Vajpayee has already set a record of sorts by being the first
prime minister since 1980 to attend Parliament every day. Indeed, Vajpayee has decided
that over the next two weeks he will closely scrutinise important decisions taken by all
key departments. One aim of this exercise is to ensure that his ministers and their staff
are not involved in any controversial deals. Vajpayee has received complaints from his
partymen and investigating agencies that some ministers and civil servants have delayed
clearances of policy decisions and is said to suspect the emergence of a new nexus. He was
livid when he recently learnt that his office was fooled into shifting an upright
secretary who had objected to clearance being granted for a project promoted by an
influential NRI trader-turned-industrialist. Vajpayee, however, had the last laugh when he
ensured the minister concerned did not get an official of his choice as replacement.

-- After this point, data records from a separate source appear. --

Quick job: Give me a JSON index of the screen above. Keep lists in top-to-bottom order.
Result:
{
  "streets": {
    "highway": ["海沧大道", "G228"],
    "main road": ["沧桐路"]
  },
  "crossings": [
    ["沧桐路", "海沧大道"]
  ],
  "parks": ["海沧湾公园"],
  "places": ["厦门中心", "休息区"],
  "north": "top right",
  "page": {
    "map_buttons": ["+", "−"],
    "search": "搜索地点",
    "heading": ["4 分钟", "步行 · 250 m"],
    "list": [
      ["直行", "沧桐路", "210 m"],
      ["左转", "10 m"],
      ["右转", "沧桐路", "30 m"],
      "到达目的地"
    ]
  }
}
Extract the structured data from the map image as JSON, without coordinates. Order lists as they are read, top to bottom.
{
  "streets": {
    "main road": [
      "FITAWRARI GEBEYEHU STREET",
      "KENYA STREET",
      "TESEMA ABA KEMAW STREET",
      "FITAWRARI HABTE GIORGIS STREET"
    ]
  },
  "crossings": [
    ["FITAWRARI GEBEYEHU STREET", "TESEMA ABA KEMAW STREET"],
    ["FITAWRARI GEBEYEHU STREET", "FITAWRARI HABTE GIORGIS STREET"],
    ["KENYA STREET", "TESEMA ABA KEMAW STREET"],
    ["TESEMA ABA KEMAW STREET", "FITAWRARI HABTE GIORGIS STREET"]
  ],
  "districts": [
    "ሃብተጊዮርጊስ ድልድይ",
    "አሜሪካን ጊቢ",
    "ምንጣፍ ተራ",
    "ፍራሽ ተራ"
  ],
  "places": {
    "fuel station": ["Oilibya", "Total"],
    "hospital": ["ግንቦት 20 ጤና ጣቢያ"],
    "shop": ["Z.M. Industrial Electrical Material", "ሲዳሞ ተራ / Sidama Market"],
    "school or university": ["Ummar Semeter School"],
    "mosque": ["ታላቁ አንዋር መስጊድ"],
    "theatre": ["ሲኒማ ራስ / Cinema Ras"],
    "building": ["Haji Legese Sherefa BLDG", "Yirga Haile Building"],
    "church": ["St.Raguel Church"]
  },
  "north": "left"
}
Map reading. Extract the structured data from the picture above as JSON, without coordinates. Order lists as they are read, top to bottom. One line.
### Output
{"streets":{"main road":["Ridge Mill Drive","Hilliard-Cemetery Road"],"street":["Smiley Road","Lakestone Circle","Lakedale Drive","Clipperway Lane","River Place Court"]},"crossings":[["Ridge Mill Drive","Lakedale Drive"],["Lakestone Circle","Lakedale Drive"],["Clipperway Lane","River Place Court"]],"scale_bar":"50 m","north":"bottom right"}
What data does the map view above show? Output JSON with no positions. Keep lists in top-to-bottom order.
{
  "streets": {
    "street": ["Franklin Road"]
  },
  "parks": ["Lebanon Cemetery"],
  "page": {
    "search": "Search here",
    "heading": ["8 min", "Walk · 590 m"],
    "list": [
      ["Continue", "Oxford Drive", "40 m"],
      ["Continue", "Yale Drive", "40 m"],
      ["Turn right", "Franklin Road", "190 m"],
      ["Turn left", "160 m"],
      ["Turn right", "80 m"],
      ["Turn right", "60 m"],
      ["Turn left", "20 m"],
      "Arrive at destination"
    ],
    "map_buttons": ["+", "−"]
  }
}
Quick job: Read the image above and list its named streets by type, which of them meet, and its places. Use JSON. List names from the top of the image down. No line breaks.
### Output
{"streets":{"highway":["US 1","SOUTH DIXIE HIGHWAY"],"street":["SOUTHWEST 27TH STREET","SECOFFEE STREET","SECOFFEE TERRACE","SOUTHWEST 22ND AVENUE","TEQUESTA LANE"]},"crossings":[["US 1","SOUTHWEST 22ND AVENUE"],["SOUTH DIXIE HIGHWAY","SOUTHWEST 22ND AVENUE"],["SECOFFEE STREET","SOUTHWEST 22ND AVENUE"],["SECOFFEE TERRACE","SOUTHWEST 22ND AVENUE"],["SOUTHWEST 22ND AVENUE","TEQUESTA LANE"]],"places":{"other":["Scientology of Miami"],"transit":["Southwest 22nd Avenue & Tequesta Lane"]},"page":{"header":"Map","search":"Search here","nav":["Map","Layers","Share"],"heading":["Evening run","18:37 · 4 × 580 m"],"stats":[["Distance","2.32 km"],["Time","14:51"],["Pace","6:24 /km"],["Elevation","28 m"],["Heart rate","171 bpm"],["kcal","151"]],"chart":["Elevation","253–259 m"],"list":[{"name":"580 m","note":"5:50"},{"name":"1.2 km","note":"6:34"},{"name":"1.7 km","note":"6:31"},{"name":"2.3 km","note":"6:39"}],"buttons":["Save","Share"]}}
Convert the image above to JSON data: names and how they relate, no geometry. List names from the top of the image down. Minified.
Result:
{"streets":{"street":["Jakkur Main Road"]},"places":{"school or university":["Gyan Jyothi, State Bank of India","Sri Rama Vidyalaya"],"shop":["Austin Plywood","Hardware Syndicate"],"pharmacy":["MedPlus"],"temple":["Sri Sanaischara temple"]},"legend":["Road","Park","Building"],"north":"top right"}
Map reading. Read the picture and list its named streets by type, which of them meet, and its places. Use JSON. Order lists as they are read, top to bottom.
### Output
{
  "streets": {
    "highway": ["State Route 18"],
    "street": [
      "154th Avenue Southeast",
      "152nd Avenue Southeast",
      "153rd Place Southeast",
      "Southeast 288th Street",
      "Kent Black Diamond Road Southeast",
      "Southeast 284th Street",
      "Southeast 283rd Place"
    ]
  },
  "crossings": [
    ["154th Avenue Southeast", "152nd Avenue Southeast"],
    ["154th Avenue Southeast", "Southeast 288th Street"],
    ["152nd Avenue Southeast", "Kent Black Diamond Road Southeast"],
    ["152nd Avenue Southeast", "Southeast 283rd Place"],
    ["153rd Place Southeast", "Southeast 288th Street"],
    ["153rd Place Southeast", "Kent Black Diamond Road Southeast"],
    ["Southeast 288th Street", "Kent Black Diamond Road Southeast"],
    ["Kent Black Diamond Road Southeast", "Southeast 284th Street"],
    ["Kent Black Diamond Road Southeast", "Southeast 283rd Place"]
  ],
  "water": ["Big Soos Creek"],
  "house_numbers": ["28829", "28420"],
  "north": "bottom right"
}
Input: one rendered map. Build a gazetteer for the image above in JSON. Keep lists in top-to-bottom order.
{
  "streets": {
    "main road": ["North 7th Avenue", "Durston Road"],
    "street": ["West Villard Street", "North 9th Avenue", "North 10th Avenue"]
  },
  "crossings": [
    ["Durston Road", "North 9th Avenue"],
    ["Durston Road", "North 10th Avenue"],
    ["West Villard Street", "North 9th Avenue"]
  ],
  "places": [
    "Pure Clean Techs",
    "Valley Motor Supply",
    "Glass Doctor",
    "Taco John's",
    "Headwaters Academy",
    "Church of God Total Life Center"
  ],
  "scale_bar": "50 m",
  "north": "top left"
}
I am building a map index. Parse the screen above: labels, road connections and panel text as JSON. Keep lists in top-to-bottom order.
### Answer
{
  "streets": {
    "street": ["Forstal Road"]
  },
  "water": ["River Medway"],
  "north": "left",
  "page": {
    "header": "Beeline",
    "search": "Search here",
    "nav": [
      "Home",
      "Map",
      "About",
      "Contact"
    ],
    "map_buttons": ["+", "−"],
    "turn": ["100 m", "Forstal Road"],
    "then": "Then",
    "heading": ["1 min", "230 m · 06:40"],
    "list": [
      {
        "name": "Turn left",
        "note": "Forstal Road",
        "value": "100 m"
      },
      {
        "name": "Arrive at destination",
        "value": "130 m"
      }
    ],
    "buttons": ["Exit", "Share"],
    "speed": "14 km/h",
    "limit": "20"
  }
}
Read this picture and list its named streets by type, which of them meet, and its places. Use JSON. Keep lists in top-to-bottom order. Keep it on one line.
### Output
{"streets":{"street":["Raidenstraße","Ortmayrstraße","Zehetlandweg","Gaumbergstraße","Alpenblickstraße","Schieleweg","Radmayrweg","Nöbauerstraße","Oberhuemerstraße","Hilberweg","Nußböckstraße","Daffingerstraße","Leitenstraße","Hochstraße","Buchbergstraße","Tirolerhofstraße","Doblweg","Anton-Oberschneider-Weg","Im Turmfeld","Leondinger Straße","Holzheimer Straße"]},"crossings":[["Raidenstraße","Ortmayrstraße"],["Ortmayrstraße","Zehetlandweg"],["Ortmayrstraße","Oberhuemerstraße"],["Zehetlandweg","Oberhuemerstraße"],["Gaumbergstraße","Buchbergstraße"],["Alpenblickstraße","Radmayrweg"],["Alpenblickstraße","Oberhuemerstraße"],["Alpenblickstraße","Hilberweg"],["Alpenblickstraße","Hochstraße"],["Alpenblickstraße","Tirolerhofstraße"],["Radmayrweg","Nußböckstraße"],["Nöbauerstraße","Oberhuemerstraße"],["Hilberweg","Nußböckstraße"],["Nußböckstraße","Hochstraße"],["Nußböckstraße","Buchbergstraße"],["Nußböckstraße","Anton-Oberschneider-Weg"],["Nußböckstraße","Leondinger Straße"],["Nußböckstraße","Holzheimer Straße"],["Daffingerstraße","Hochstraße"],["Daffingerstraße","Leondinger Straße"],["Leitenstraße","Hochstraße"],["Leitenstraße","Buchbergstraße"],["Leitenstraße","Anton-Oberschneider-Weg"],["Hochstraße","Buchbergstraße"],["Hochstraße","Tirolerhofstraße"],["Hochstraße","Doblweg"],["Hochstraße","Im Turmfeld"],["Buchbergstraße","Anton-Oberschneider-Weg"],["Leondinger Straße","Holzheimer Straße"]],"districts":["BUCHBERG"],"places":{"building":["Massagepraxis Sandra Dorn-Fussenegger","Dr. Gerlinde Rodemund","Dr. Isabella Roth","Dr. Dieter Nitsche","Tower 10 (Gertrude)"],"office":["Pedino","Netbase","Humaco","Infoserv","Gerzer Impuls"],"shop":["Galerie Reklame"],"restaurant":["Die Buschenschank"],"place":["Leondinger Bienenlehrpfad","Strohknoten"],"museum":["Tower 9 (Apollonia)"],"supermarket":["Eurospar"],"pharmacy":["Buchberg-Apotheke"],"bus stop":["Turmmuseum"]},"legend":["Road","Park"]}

What Vajpayee finds even more galling is the utter failure of
his ministers to sell some of the bold decisions taken by his Government. The worst
culprit is the Information and Broadcasting (I&B) Ministry which has done precious
little in this regard. For example, Vajpayee strongly opposed the clamour to use Article
356 to dismiss an unfriendly state government, but he never received the accolades which
he truly deserved. The overwhelming feeling in the PMO is: we have done much to doggedly
pursue the nag by conducting nuclear tests, introducing bills on women's reservation and
the Lok Pal, opening up the insurance sector, promising to repeal the three-decade-old
Urban Land Ceilings Act and initiating steps for heavy disinvestment of PSUs. But still it
is stuck with the label of a government unfit to rule.
Some of Vajpayee's ire is likely to be directed against the
I&B Ministry, headed by the articulate and highly-ambitious Sushma Swaraj. Under
Swaraj, the 1,600-strong Press Information Bureau has done little to stem the adverse
publicity, not to speak of functioning as an effective propaganda arm of the Government.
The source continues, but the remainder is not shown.